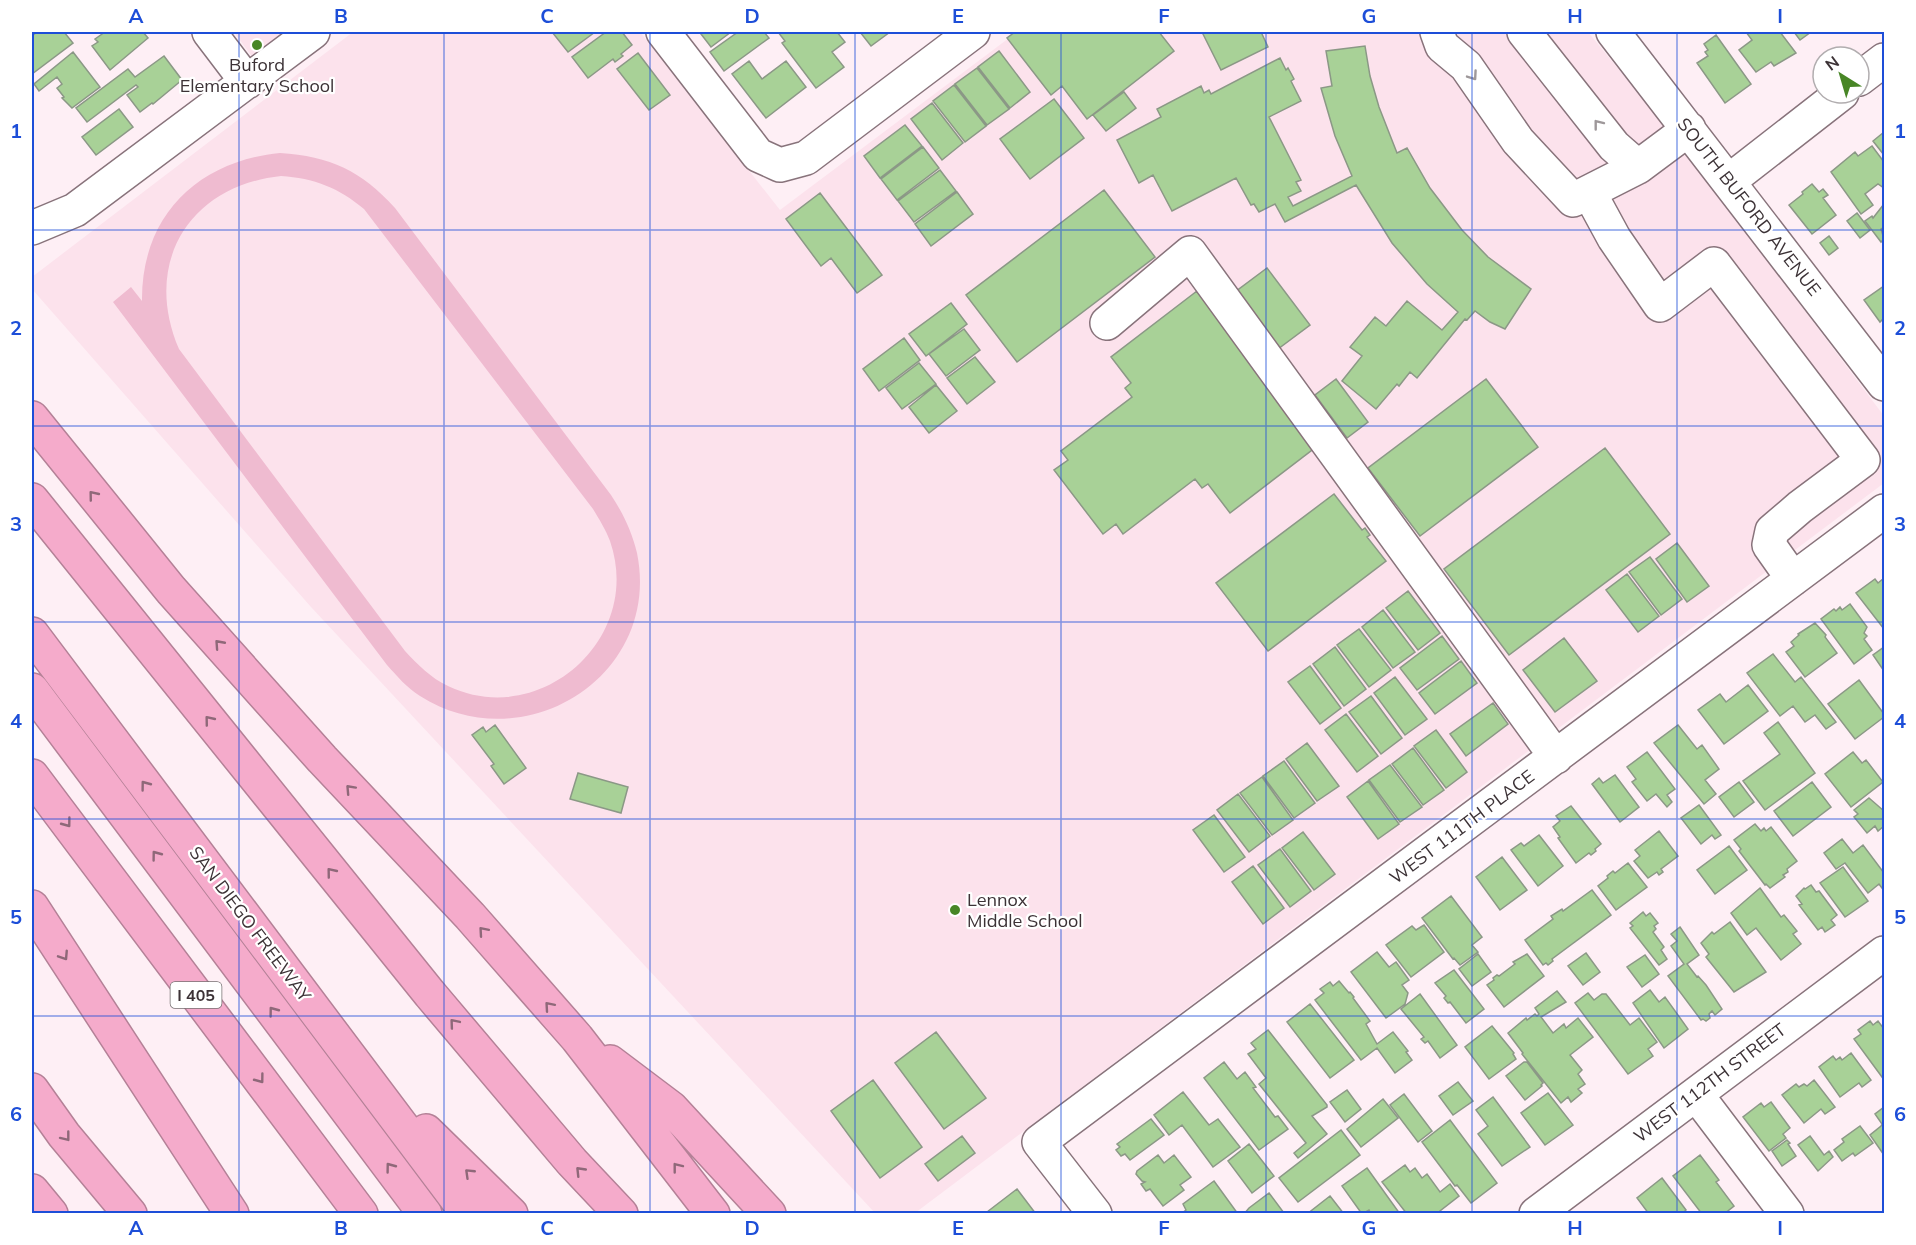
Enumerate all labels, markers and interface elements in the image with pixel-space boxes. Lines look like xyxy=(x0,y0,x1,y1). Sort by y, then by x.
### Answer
text: A xyxy=(129,3,144,28)
text: B xyxy=(334,3,348,28)
text: C xyxy=(540,3,554,28)
text: D xyxy=(744,3,760,28)
text: E xyxy=(952,3,964,28)
text: F xyxy=(1158,3,1170,28)
text: G xyxy=(1362,3,1376,28)
text: H xyxy=(1567,3,1583,28)
text: I xyxy=(1777,3,1783,28)
marker: Buford Elementary School xyxy=(250,38,264,52)
north arrow xyxy=(1811,45,1871,105)
text: N xyxy=(1821,51,1843,75)
place label: Buford Elementary School xyxy=(180,53,334,97)
one-way arrow xyxy=(1466,69,1477,80)
street label: SOUTH BUFORD AVENUE xyxy=(1673,113,1826,300)
text: 1 xyxy=(10,118,22,143)
text: 1 xyxy=(1894,118,1906,143)
one-way arrow xyxy=(1594,120,1605,131)
text: 2 xyxy=(10,315,22,340)
text: 2 xyxy=(1894,315,1906,340)
one-way arrow xyxy=(90,491,101,502)
text: 3 xyxy=(10,511,22,536)
text: 3 xyxy=(1894,511,1906,536)
one-way arrow xyxy=(215,640,226,651)
text: 4 xyxy=(10,708,22,733)
text: 4 xyxy=(1894,708,1906,733)
one-way arrow xyxy=(205,715,216,726)
street label: WEST 111TH PLACE xyxy=(1385,765,1539,889)
one-way arrow xyxy=(141,780,152,791)
one-way arrow xyxy=(346,785,357,795)
one-way arrow xyxy=(59,816,70,827)
street label: SAN DIEGO FREEWAY xyxy=(184,841,317,1007)
one-way arrow xyxy=(152,851,163,862)
one-way arrow xyxy=(327,867,338,878)
place label: Lennox Middle School xyxy=(967,888,1083,932)
marker: Lennox Middle School xyxy=(948,903,962,917)
text: 5 xyxy=(10,904,22,929)
text: 5 xyxy=(1894,904,1906,929)
one-way arrow xyxy=(479,927,490,938)
one-way arrow xyxy=(57,949,68,960)
road number: I 405 xyxy=(170,982,222,1008)
one-way arrow xyxy=(546,1002,557,1013)
one-way arrow xyxy=(269,1006,280,1017)
street label: WEST 112TH STREET xyxy=(1629,1018,1790,1147)
one-way arrow xyxy=(450,1019,461,1030)
one-way arrow xyxy=(253,1073,264,1084)
text: 6 xyxy=(10,1101,22,1126)
text: 6 xyxy=(1894,1101,1906,1126)
one-way arrow xyxy=(59,1130,70,1141)
one-way arrow xyxy=(386,1162,397,1173)
one-way arrow xyxy=(674,1163,685,1174)
one-way arrow xyxy=(577,1168,588,1179)
one-way arrow xyxy=(465,1169,476,1180)
text: A xyxy=(129,1215,144,1240)
text: B xyxy=(334,1215,348,1240)
text: C xyxy=(540,1215,554,1240)
text: D xyxy=(744,1215,760,1240)
text: E xyxy=(952,1215,964,1240)
text: F xyxy=(1158,1215,1170,1240)
text: G xyxy=(1362,1215,1376,1240)
text: H xyxy=(1567,1215,1583,1240)
text: I xyxy=(1777,1215,1783,1240)

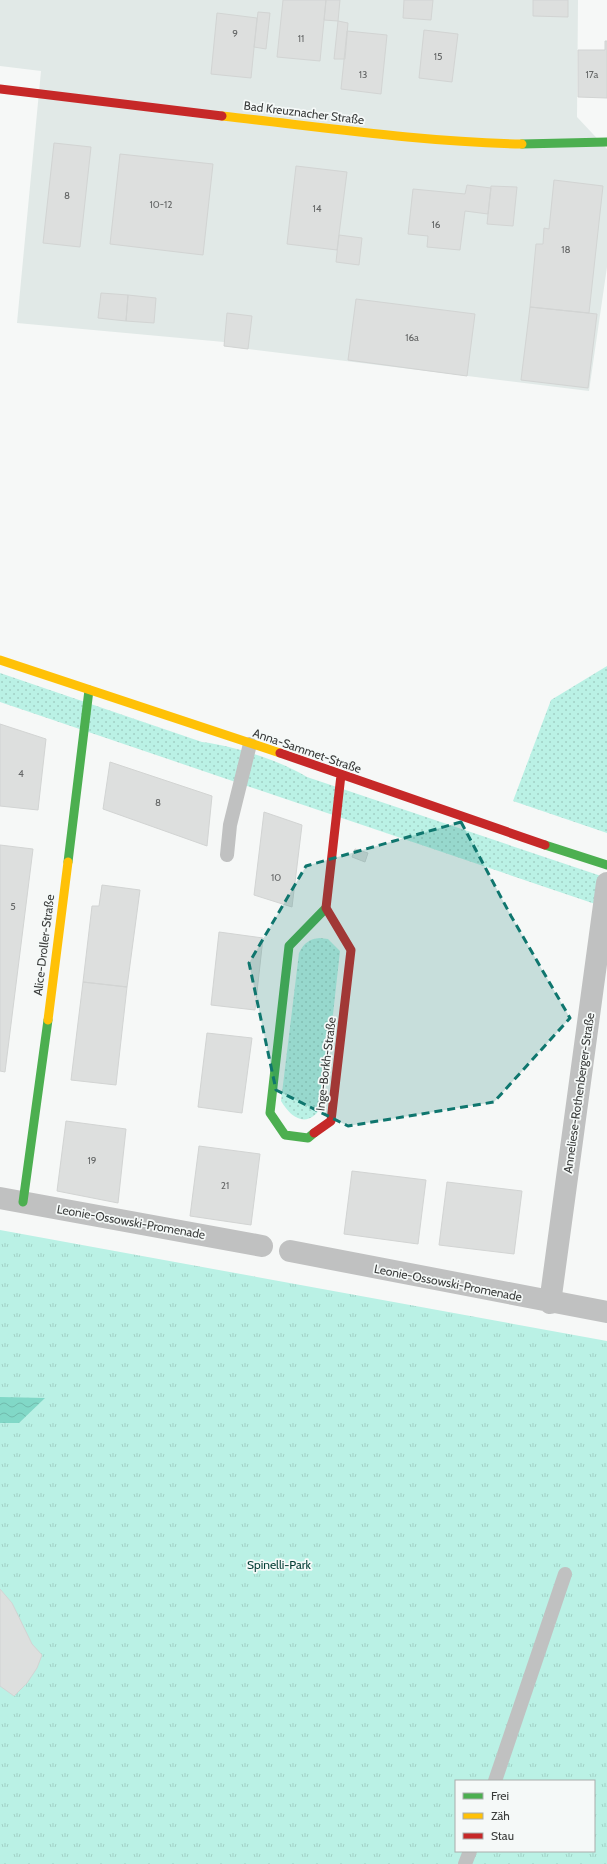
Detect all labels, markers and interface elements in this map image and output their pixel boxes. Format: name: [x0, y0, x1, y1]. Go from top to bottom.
house number: 9: [232, 27, 238, 40]
house number: 11: [298, 32, 304, 45]
house number: 15: [434, 50, 442, 63]
house number: 13: [359, 68, 367, 81]
house number: 17a: [586, 68, 599, 81]
street label: Bad Kreuznacher Straße: [243, 98, 365, 127]
house number: 8: [64, 189, 70, 202]
house number: 10-12: [150, 198, 172, 211]
house number: 14: [312, 202, 322, 215]
house number: 16: [432, 218, 441, 231]
house number: 18: [561, 243, 571, 256]
house number: 16a: [405, 331, 419, 344]
street label: Anna-Sammet-Straße: [251, 725, 363, 776]
house number: 4: [18, 767, 24, 780]
house number: 8: [155, 796, 161, 809]
house number: 10: [271, 871, 281, 884]
street label: Alice-Droller-Straße: [30, 894, 57, 996]
house number: 5: [10, 900, 16, 913]
street label: Anneliese-Rothenberger-Straße: [560, 1012, 597, 1174]
street label: Inge-Borkh-Straße: [312, 1016, 339, 1112]
house number: 19: [88, 1154, 97, 1167]
house number: 21: [221, 1179, 229, 1192]
street label: Leonie-Ossowski-Promenade: [56, 1201, 206, 1242]
street label: Leonie-Ossowski-Promenade: [373, 1261, 523, 1304]
park label: Spinelli-Park: [247, 1557, 312, 1572]
legend: [455, 1780, 595, 1852]
text: Frei: [491, 1788, 509, 1803]
text: Zäh: [491, 1808, 510, 1823]
text: Stau: [491, 1828, 514, 1843]

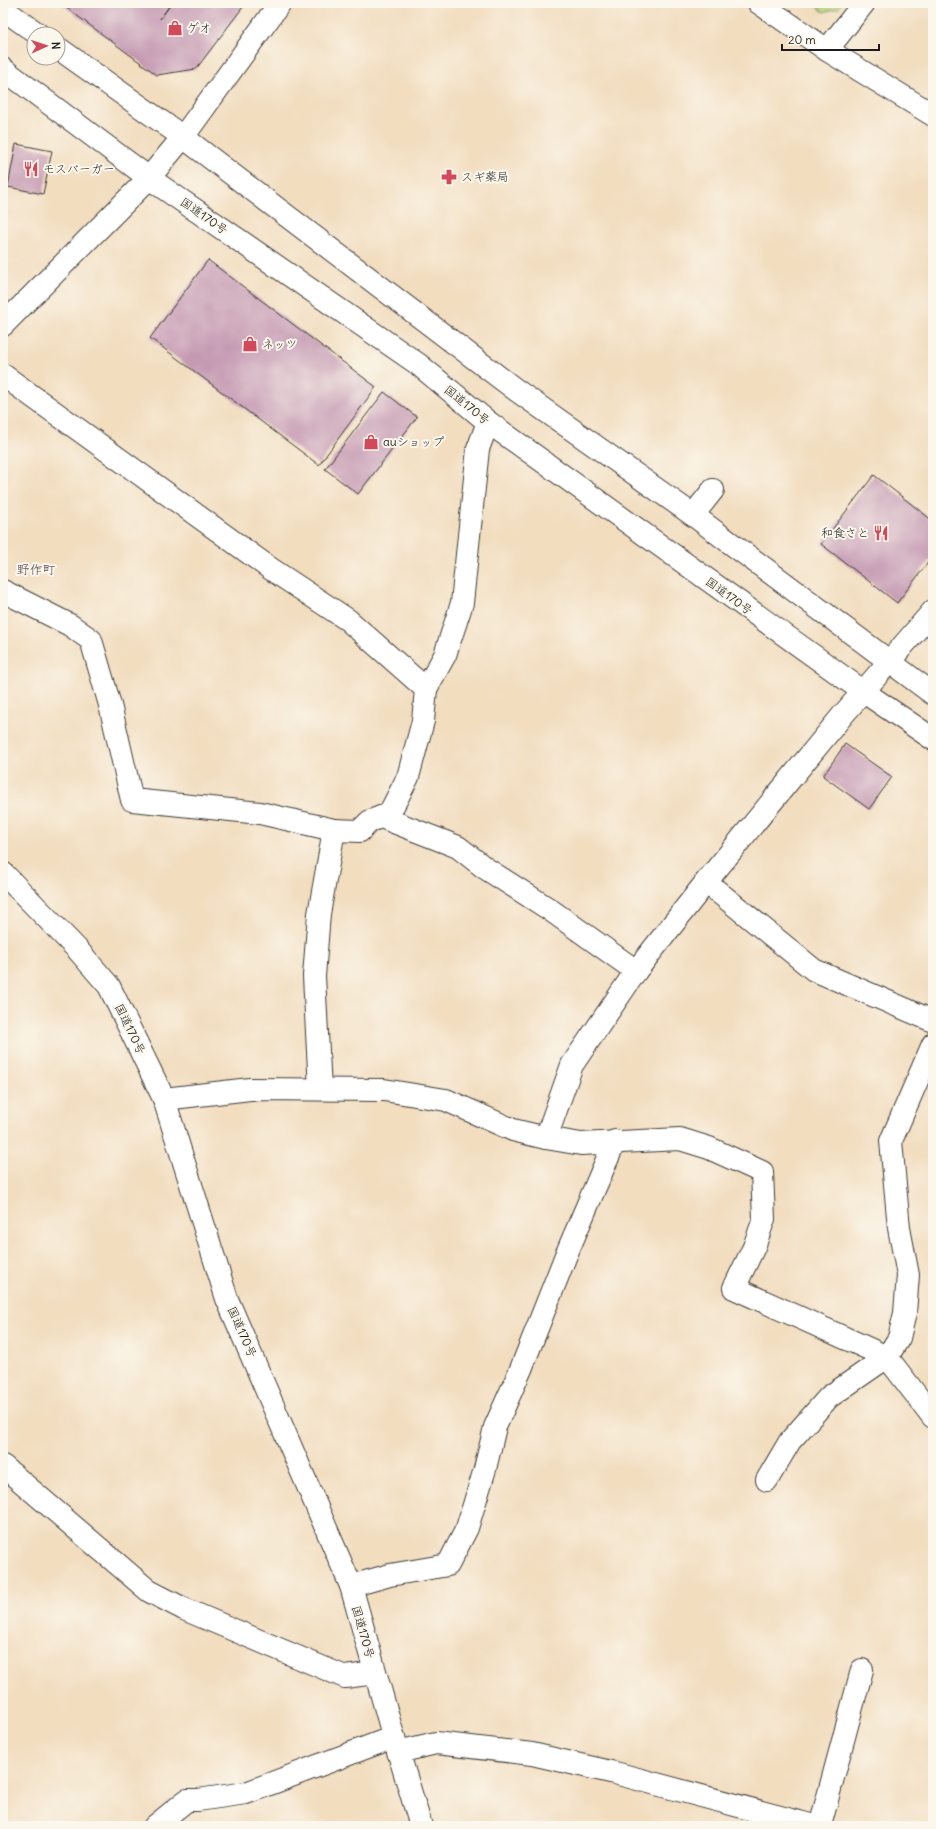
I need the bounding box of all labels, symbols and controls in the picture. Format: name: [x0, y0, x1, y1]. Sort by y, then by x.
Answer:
shop icon: ゲオ: [166, 19, 184, 37]
place label: ゲオ: [187, 20, 211, 35]
north arrow: [26, 26, 66, 66]
scale bar: [782, 26, 879, 52]
text: 20 m: [788, 32, 816, 47]
text: N: [49, 41, 63, 50]
restaurant icon: モスバーガー: [22, 160, 40, 178]
place label: モスバーガー: [43, 161, 115, 176]
pharmacy icon: スギ薬局: [440, 168, 458, 186]
place label: スギ薬局: [461, 169, 509, 184]
street label: 国道170号: [178, 194, 231, 237]
shop icon: ネッツ: [241, 335, 259, 353]
place label: ネッツ: [262, 336, 298, 351]
street label: 国道170号: [441, 382, 493, 428]
shop icon: auショップ: [362, 433, 380, 451]
place label: auショップ: [383, 434, 444, 449]
restaurant icon: 和食さと: [872, 524, 890, 542]
place label: 和食さと: [821, 525, 869, 540]
district label: 野作町: [16, 561, 56, 578]
street label: 国道170号: [703, 573, 756, 618]
street label: 国道170号: [112, 1001, 149, 1057]
street label: 国道170号: [225, 1304, 260, 1360]
street label: 国道170号: [349, 1604, 378, 1660]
.....
Check each line of the entries, and copy the ones that contain "スギ薬局".

pharmacy icon: スギ薬局: [440, 168, 458, 186]
place label: スギ薬局: [461, 169, 509, 184]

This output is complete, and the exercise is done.